**Problem statement**
Copy each line containing the word "CORINE" from the records that follow, please.

**Saved data entries**
- - -

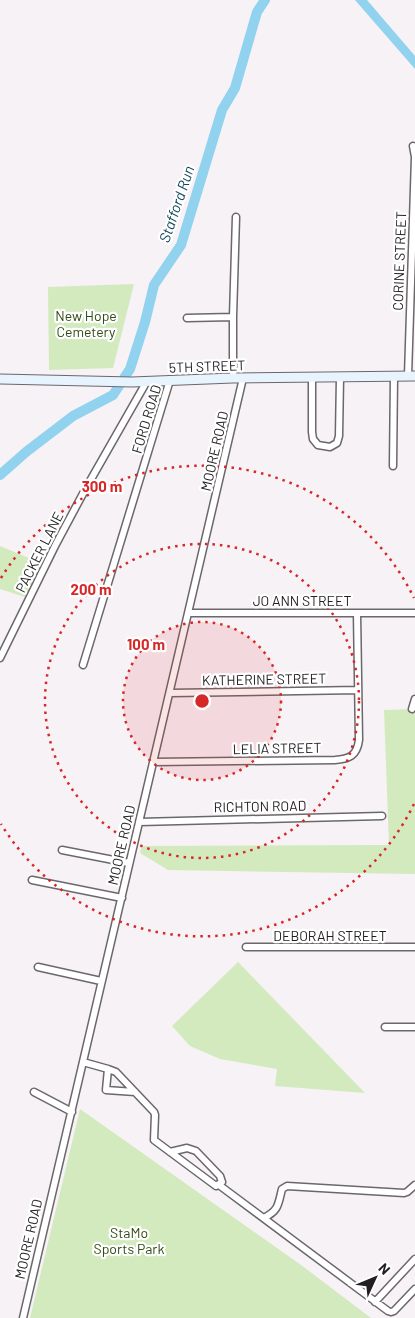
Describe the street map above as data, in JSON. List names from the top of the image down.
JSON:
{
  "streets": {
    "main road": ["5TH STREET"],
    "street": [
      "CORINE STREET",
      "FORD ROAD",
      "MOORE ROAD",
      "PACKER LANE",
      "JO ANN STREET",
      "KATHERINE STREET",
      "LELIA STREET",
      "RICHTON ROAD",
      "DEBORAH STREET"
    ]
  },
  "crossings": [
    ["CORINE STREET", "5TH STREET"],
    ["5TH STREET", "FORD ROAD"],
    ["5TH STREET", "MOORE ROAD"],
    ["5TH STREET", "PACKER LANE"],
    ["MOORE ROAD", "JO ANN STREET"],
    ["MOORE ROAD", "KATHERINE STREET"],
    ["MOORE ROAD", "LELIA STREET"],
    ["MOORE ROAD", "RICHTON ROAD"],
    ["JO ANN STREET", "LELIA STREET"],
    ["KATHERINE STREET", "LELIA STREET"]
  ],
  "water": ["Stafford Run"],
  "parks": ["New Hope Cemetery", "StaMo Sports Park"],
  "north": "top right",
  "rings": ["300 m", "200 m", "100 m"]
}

- - -

**Solution**
      "CORINE STREET",
    ["CORINE STREET", "5TH STREET"],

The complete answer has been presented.